See photo of interviewer's family on desk, point, start laughing uncontrollably.

Ask if there is only one emergency exit, grin and say; 'Boy!, I bet this floor would be in trouble if someone barricaded that.'

Constantly fidget with underwear waistband, then blurt: 'The strawberry ones are the stickiest, don't ya' think?'

After detailing your greatest achievement, qualify with, 'Of course I was totally hammered at the time.'

Inquire on office policy of friends staying over.

Claim you wouldn't even need a sit-in' job if Al Einstein hadn't stolen your secret patent for- '2000 Flushes'

Over-emphasize your ability to use a copier.

Ask if it's O.K. that you sit on the floor.

Allow that you would have little impact on the overhead budget, because you swiped all the supplies from your other job.

Although parking is free, insist that they validate something or you're not leaving.

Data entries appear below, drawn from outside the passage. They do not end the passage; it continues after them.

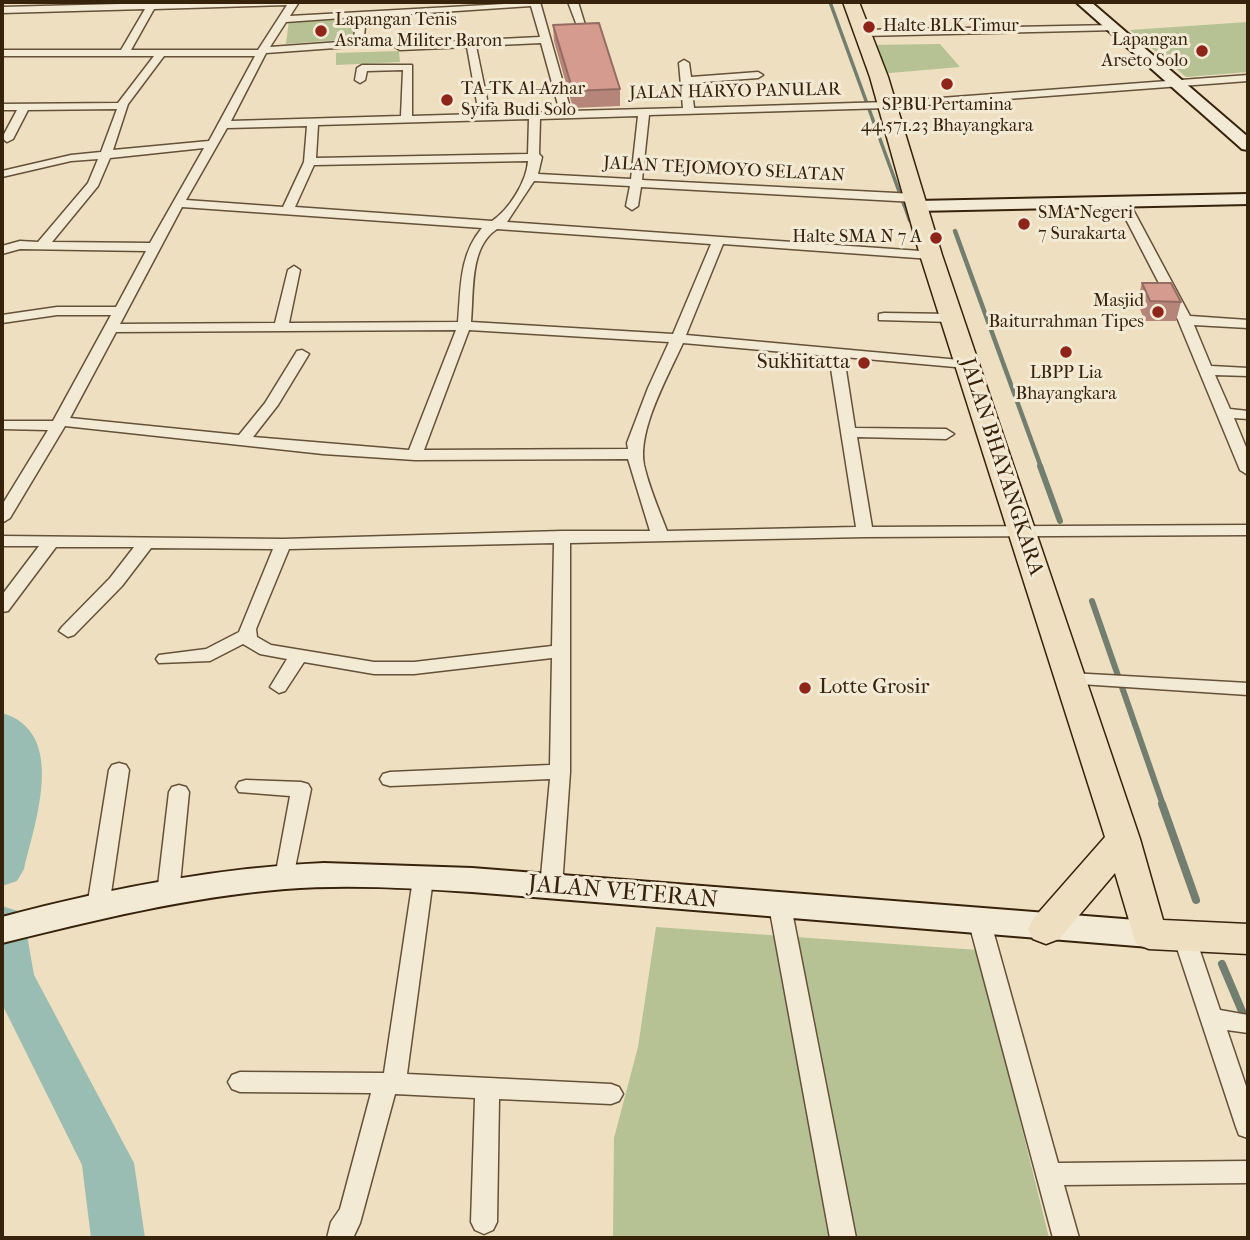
<!DOCTYPE html>
<style>
body{margin:0}
#map{position:relative;width:1250px;height:1240px;overflow:hidden;background:#eddfc0;font-family:"IM FELL French Canon",serif}
canvas{display:block}
.frame{position:absolute;inset:0;border:4px solid #37220b;pointer-events:none}
</style>
<div id="map">
<canvas width="1250" height="1240"></canvas>
<div class="frame"></div>
</div>
<script>
const context = document.querySelector('canvas').getContext('2d');
context.lineJoin = 'round';
function fillPath(path, color) {
  context.fillStyle = color;
  context.fill(path, 'evenodd');
}
function stroke(path, color, width, dash) {
  context.strokeStyle = color;
  context.lineWidth = width;
  context.lineCap = dash ? 'butt' : 'round';
  context.setLineDash(dash || []);
  context.stroke(path);
}
function drawText(font, color, halo, rows, align = 'center') {
  context.font = font + ' "IM FELL French Canon",serif';
  context.lineWidth = 6;
  context.setLineDash([]);
  context.textBaseline = 'middle';
  context.strokeStyle = halo;
  context.fillStyle = color;
  for (const [text, x, y, turn = 0] of rows) {
    context.save();
    context.translate(x, y);
    context.rotate((+turn || 0) * Math.PI / 180);
    context.textAlign = isNaN(turn) ? turn : align;
    if (halo) context.strokeText(text, 0, 0);
    context.fillText(text, 0, 0);
    context.restore();
  }
}
fillPath(new Path2D(`
 M352,16L355,39L286,44L289,20Z
 M1248,22V72L1186,77L1130,30Z
 M940,44L960,67L878,74L867,45Z
 M399,51L400,62L336,65V53Z
 M656,927L978,950L1049,1238H613L614,1138L638,1047Z`), '#b6c294');
stroke(new Path2D(`
 M830,2L904,205`), '#727e70', 3.5);
stroke(new Path2D(`
 M904,203L910,220
 M955,231L1041,467`), '#727e70', 4.5);
stroke(new Path2D(`
 M1040,466L1060,521
 M1092,601L1163,805`), '#727e70', 6);
stroke(new Path2D(`
 M1162,804L1196,900
 M1222,964L1244,1016`), '#727e70', 8);
fillPath(new Path2D(`
 M2,713C68,732 35,822 24,869L17,881L2,886Z
 M2,906L18,911L25,924L34,975L134,1163L145,1238H91L82,1165L2,1004Z`), '#99bcb3');
const street = new Path2D(`
 M200,2H299L290,16L540,2L571,111L683,108L679,63L684,60L689,63L691,77L758,72L763,75L758,78L691,83L694,108L887,102L1248,75V81L887,108L649,115L642,180L915,194L921,198L915,202L641,187L638,206L632,210L626,206L630,186L534,181L507,222L935,252V258L931,259L723,244L686,335L971,361L973,364L966,368L844,357L855,428L946,429L954,434L946,439L857,437L872,527L1248,525V535L865,537L570,543V772L562,887L558,893L551,895L544,893L540,887L550,779L390,786L383,784L380,779L383,774L390,772L550,765L552,658L414,674H374L304,662L285,691L279,693L270,687L287,659L260,654L243,644L210,661L159,663L156,659L159,655L206,649L239,632L273,549L151,548L122,586L74,635L68,637L59,631L62,627L110,578L134,547H56L8,611L2,612V595L39,546H2V536L283,539L562,531H650L628,459L415,460L323,454L65,426L10,518L2,523V505L48,430L2,429V421H53L111,315H57L2,323V315L57,307H116L146,251L20,249L2,254V246L20,241L38,242L88,183L98,159L71,161L2,177V171L71,155L101,152L117,109L28,110L13,139L7,142L2,138L17,110H2V104L118,103L154,56H2V50H121L145,9L2,13V7ZM287,5L258,50H131L154,9ZM531,6L540,37L400,44L395,47L400,50L467,47L479,114L412,116V65H362L357,68L355,80L360,83L365,80L367,71L403,70L401,116L231,121L266,53L363,46L366,17ZM356,17L354,41L270,47L286,22ZM541,43L560,112L490,114L476,46ZM164,56H255L209,141L113,150L128,104ZM638,116L631,179L538,174L542,157L539,154L540,119ZM529,119L528,154L316,158L318,125ZM307,126L304,162L283,207L186,200L227,128ZM204,148L150,243L52,242L98,186L110,158ZM528,161C527,181 509,210 492,221L295,207L314,165ZM182,207L482,228C459,255 461,288 458,322L289,323L300,270L294,266L288,270L275,323L120,324ZM497,229L711,244L673,334L471,322C474,292 469,247 497,229ZM456,330L409,450L253,437L278,405L309,354L302,350L297,351L265,403L239,435L70,418L116,332ZM469,330L669,342L648,388L627,443L628,449L424,450ZM683,343L829,356L856,527L667,531C659,510 649,487 644,465C637,430 669,374 683,343ZM554,543L552,646L414,662H374L271,645L257,637L256,629L289,549Z
 M568,2H578L589,38L581,36Z
 M1114,25L1119,28L1117,30L863,36L858,33L863,30Z
 M1119,199L1129,202L1190,316L1248,320V328L1194,325L1211,366L1248,368V376L1215,375L1230,409L1248,411V419L1234,418L1248,452V475L1240,470L1178,320L1117,202Z
 M884,313L952,314L959,318L952,322L879,320V314Z
 M1071,673L1248,683V695L1065,683L1062,679L1065,675Z
 M119,763L126,765L129,770L109,907L106,913L98,915L90,913L87,907L109,770L112,765Z
 M246,780L301,782L308,784L311,789L292,883L285,885L278,883L275,877L290,796L239,792L236,787L239,782Z
 M179,785L186,787L189,792L179,894L175,900L168,902L161,900L157,894L169,792L172,787Z
 M423,871L430,873L433,879L407,1074L611,1084L619,1087L623,1094L619,1101L611,1104L499,1099L497,1222L493,1230L484,1234L475,1230L471,1222L475,1098L395,1094L360,1223L353,1238H327L331,1222L340,1209L371,1093L240,1092L232,1089L228,1082L232,1075L240,1072L384,1073L413,879L416,873Z
 M780,898L788,900L791,906L856,1238H830L769,906L772,900Z
 M980,915L988,917L991,923L1058,1163L1248,1161V1183L1064,1185L1079,1238H1053L969,923L972,917Z
 M1184,927L1192,930L1195,936L1220,1010L1248,1015V1033L1227,1030L1248,1092V1138L1239,1135L1236,1127L1173,936L1176,930Z`);
const secondary = new Path2D(`
 M1076,2H1091L1248,137V150L1242,149Z
 M1248,194V204L917,211L908,206L917,201Z
 M324,863L472,868L1149,921L1160,925L1165,934L1160,943L1149,947L472,892C410,888 347,884 285,889C188,897 95,920 2,943V917C107,889 214,868 324,863Z`);
const primary = new Path2D(`
 M843,2H859L888,77L942,255L1140,839L1163,920L1248,924V954L1149,949L1136,944L1115,873L1059,939L1046,944L1033,939L1028,929L1033,919L1105,837L920,255L870,77Z`);
stroke(street, '#645138', 3);
stroke(secondary, '#37220b', 4);
stroke(primary, '#37220b', 3);
fillPath(street, '#f3ead6');
fillPath(secondary, '#f3ead6');
fillPath(primary, '#eddfc0');
fillPath(new Path2D(`
 M553,25L620,89V106L573,108L554,41Z
 M1142,283L1181,302L1176,321H1145L1137,302Z`), '#b6857a');
const building = new Path2D(`
 M599,23L620,89L573,91L553,25Z
 M1142,283H1171L1181,302L1150,301Z`);
fillPath(building, '#d49b8e');
stroke(building, '#946c63', 2);
for (const [x, y, r, color] of [
 [869,27,7,"#8f2418"],
 [321,31,7,"#8f2418"],
 [1202,51,7,"#8f2418"],
 [947,84,7,"#8f2418"],
 [447,100,7,"#8f2418"],
 [1024,224,7,"#8f2418"],
 [936,238,7,"#8f2418"],
 [1158,312,7,"#8f2418"],
 [1066,352,7,"#8f2418"],
 [864,363,7,"#8f2418"],
 [805,688,7,"#8f2418"]
]) {
  const dot = new Path2D();
  dot.arc(x, y, r, 0, 2 * Math.PI);
  context.fillStyle = color;
  context.fill(dot);
  stroke(dot, '#f3ead6', 2.5);
}
drawText('18px', '#37220b', '#f3ead6', [
 ["Lapangan Tenis",335,21],
 ["Asrama Militer Baron",335,42],
 ["Halte BLK Timur",883,27],
 ["Lapangan",1188,41,"right"],
 ["Arseto Solo",1188,62,"right"],
 ["TA-TK Al-Azhar",461,90],
 ["Syifa Budi Solo",461,111],
 ["SPBU Pertamina",947,106,"center"],
 ["44.571.23 Bhayangkara",947,127,"center"],
 ["SMA Negeri",1038,214],
 ["7 Surakarta",1038,235],
 ["Halte SMA N 7 A",922,238,"right"],
 ["Masjid",1144,302,"right"],
 ["Baiturrahman Tipes",1144,323,"right"],
 ["LBPP Lia",1066,374,"center"],
 ["Bhayangkara",1066,395,"center"]
], 'left');
drawText('18px', '#37220b', '#f3ead6', [
 ["JALAN HARYO PANULAR",735,92,-1],
 ["JALAN TEJOMOYO SELATAN",724,170,3]
]);
drawText('21px', '#37220b', '#f3ead6', [
 ["Sukhitatta",850,363],
 ["Lotte Grosir",819,688,"left"]
], 'right');
drawText('21px', '#37220b', '#f3ead6', [
 ["JALAN BHAYANGKARA",1001,467,72]
]);
drawText('24px', '#37220b', '#f3ead6', [
 ["JALAN VETERAN",623,893,5]
]);
</script>
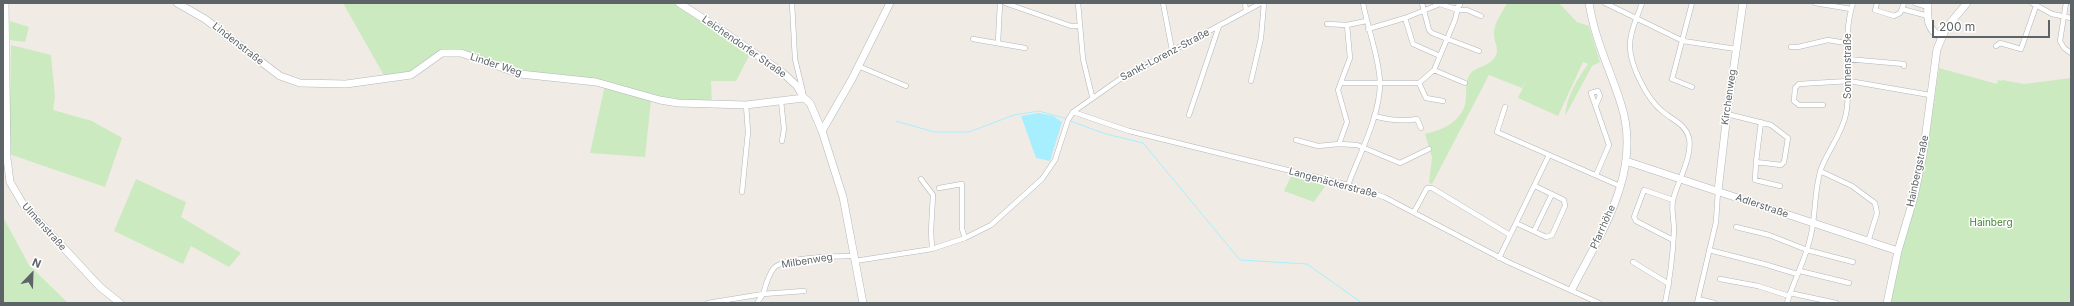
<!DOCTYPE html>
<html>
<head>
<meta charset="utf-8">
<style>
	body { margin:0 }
	#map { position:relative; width:2074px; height:306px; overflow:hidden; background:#f1ebe5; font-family:Inter,sans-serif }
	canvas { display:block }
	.frame { position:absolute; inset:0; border:4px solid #5d6467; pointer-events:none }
	.north { position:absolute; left:12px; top:254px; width:40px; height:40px; -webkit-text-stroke:3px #fff; paint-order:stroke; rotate:23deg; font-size:11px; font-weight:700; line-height:16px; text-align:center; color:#5d6467 }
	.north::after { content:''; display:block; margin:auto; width:14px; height:18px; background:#5d6467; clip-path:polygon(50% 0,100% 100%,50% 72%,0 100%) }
	.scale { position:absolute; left:1932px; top:20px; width:118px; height:18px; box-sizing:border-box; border:2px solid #5d6467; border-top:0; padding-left:5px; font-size:12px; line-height:14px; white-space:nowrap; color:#5d6467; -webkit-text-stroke:3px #fff; paint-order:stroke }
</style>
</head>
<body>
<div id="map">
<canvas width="2074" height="306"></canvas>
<div class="frame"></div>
<div class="north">N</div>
<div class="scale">200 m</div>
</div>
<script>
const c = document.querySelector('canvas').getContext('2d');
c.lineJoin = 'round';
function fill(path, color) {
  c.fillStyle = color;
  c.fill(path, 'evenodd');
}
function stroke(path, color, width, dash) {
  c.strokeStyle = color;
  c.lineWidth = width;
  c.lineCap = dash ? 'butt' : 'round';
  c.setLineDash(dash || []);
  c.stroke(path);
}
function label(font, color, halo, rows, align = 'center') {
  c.font = font + ' Inter,sans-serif';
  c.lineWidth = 3;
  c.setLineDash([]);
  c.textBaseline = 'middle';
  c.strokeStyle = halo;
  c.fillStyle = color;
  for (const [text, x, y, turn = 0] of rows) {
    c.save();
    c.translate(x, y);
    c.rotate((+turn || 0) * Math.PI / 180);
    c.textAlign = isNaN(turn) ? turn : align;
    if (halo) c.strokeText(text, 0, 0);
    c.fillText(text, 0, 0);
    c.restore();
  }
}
fill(new Path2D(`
	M 343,3 L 676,3 L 751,52 L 736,81 L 711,81 L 712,105 L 651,100 L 645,157 L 590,153 L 605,85 L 518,73 L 447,50 L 413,74 L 386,79 Z
	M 1507,3 L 1559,3 L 1577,22 L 1589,26 L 1600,62 L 1592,66 L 1565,116 C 1567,95 1577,80 1588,64 L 1583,62 L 1558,116 L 1518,98 L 1527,79 L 1522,88 L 1489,75 L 1432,184 L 1429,183 L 1432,157 L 1425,134 C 1442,130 1459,123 1465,105 C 1468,94 1463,81 1472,72 C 1478,66 1490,66 1495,57 C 1500,50 1494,42 1494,34 C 1493,25 1503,11 1507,3 Z
	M 10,21 L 29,27 L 25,42 L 10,40 Z
	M 11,45 L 51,55 L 55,97 L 53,110 L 92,121 L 122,138 L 105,187 L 9,154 Z
	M 1939,68 L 1997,84 L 1998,80 L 2002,81 L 2002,80 L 2024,84 L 2071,78 L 2071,303 L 1890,303 L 1897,259 L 1927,151 L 1933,103 L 1937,103 L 1934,102 Z
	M 1291,176 L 1326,185 L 1314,202 L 1284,191 Z
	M 136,179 L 186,202 L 181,217 L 241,253 L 229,267 L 191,246 L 183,264 L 114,231 Z
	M 3,217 L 29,265 L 68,303 L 3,303 Z`), '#cbeac0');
fill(new Path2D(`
	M 1039,113 L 1053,116 L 1062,122 L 1050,161 L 1036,158 L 1021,116 Z`), '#a7efff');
stroke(new Path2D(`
	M 896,121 L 934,132 L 969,132 L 1014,115 L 1039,111 L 1067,119
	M 1070,121 L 1106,134 L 1143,143 L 1240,260 L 1307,264 L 1362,303`), '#a7efff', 1);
const street = new Path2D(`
	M 792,3 L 795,59 L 803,92
	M 1005,3 L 1071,26 L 1080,26
	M 1078,3 L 1083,59 L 1092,96
	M 1163,3 L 1172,50
	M 1245,3 L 1246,11
	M 1422,3 L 1429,30 L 1432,33 L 1479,51
	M 1605,3 L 1683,41 L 1736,49
	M 1642,3 C 1638,16 1630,30 1630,44 C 1629,64 1647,99 1662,111 C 1672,120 1685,123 1689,138 C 1693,156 1677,183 1673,200 C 1671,210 1674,220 1674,230 C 1673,254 1670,279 1665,303
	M 1815,3 L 1851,9
	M 1877,3 L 1875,10 L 1894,16 L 1900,13 L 1902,9
	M 1904,3 L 1902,9 L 1928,16
	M 1915,3 L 1928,7
	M 2032,3 L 2052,14 L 2071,18
	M 2066,3 L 2060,41 L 2064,48 L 2071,53
	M 1459,10 L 1467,10 L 1481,16
	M 1405,18 L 1413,44 L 1440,56
	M 1327,24 L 1347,25 L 1366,21
	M 1368,29 L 1405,18 L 1440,4 L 1455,9 L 1460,5
	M 973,39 L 1025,48
	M 998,42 L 1000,3
	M 1996,46 L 2000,43 L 2021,49 L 2036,6
	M 1791,47 L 1798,47 L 1828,40 L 1846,43
	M 1847,59 L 1904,64 L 1904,66
	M 858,66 L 906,86
	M 1434,70 L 1465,83
	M 1251,81 L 1261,38 L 1264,3
	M 1341,83 L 1419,83 L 1434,70 L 1455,20 L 1459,3
	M 1419,83 L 1426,98 L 1443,101
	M 1692,87 L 1672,79 L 1692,3
	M 781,101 L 784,129 L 782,141
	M 1596,105 L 1600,96 L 1598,91 L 1591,93 L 1609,145 L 1596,175
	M 1823,105 L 1799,105 L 1794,101 L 1795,88 L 1799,84 L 1849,81 L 1930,95
	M 1505,107 L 1497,132 L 1620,186
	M 1073,112 L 1129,131 L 1348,185 L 1384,197 L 1508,262 L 1599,303
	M 1727,114 L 1771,125 L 1788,138 L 1784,162 L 1781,165 L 1756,162 L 1755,180 L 1780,186
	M 1189,115 L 1219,26
	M 1374,116 C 1389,120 1402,122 1417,119 L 1421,128
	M 1296,140 L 1318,146 L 1339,144 L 1357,145 L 1400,163 L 1429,149
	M 1339,144 L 1347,122 L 1338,90 L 1350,58 L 1347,25
	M 1756,162 L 1761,122
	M 1820,171 L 1852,186 L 1875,203 L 1877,213 L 1868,242
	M 921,179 L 933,195 L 931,231 L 932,249
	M 1348,185 C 1359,155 1380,116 1380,83 C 1379,56 1368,30 1363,3
	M 939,188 L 962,184 L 962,229 L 965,238
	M 742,192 L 748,132 L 746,105
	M 1414,212 L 1427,188 L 1432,188 L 1510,235
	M 1516,223 L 1546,237 L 1552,235 L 1565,206 L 1564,200 L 1535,186
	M 1736,227 L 1769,235 L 1807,250 L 1853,262
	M 1534,231 L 1552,194
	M 1673,240 L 1636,221 L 1634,217 L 1644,190 L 1673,200
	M 1709,250 L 1764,264 L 1797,274
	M 1499,258 L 1549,155
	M 855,261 L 932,249 L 965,238 L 991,225 L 1042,179 L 1055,160 L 1068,120 L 1073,112 L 1120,79 L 1261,3
	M 1633,262 L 1669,284
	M 1800,271 L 1849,283
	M 1720,279 L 1758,286 L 1789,296
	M 1790,293 L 1836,303
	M 1698,299 L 1714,303
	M 708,303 L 763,294 C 766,285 768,275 774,268 C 784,257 838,256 854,256
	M 757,303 L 763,294 L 804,291
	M 1697,303 L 1716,222 L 1718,191
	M 1787,303 C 1794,279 1806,259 1811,235 C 1816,213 1814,190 1821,169 C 1828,150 1842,134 1846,114 C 1853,77 1841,40 1853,3`);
const secondary = new Path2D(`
	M 5,3 L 7,158 L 10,182 L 23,204 L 100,287 L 120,303
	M 177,3 L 205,19 L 280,76 L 300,83 L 346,84 L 411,75 L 442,53 L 461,53 L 520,74 L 596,82 L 660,100 L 678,103 L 746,105 L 804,98
	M 679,3 L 721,30 L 783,73 L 797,86 L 804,98 L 810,103 L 822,131 L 843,197 L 863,303
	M 1928,3 C 1927,18 1927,31 1942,37
	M 822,131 L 852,79 L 890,3
	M 1626,161 L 1898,251
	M 1718,191 L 1727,114 L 1743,3
	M 1572,289 C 1601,233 1643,171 1621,104 C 1610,69 1595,41 1589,3
	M 1887,303 L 1898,251 L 1914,197 L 1923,155 L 1937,49 L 1946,28 L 1967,3`);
stroke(street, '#b1b6b9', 5.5);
stroke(secondary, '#b2b8bb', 8);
stroke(street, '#fff', 4.5);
stroke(secondary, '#fff', 7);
label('10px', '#5d6467', '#fff', [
	["Lindenstraße",238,44,38],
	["Leichendorfer Straße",744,47,35],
	["Sankt-Lorenz-Straße",1165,55,-28],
	["Linder Weg",496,65,18],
	["Sonnenstraße",1848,66,-90],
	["Kirchenweg",1729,97,-82],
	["Hainbergstraße",1918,171,-78],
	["Langenäckerstraße",1333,183,15],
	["Adlerstraße",1762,206,19],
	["Ulmenstraße",44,227,48],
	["Pfarrhöhe",1603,227,-66],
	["Milbenweg",807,261,-9]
]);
label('10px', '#40862d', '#fff', [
	["Hainberg",1991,223]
]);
</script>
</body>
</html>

Mention your resume would have been stronger, but you didn't feel like making anything else up.

Ask secretary if she'll sit on your lap during interview.

Walk into interviewers office with a tape measure, measure office from a few angles, put away, declare; 'NOW we can begin.'

When making small talk and the Simpson trial comes up, shout, "You mean Homer and Marge are in some kind of trouble?", and run out of the room.

Sniff two of your fingers hold out toward interviewer, ask; 'smell these, these smell funny to you???'

Upon walking in to the office for first time ask reception to hold all your calls.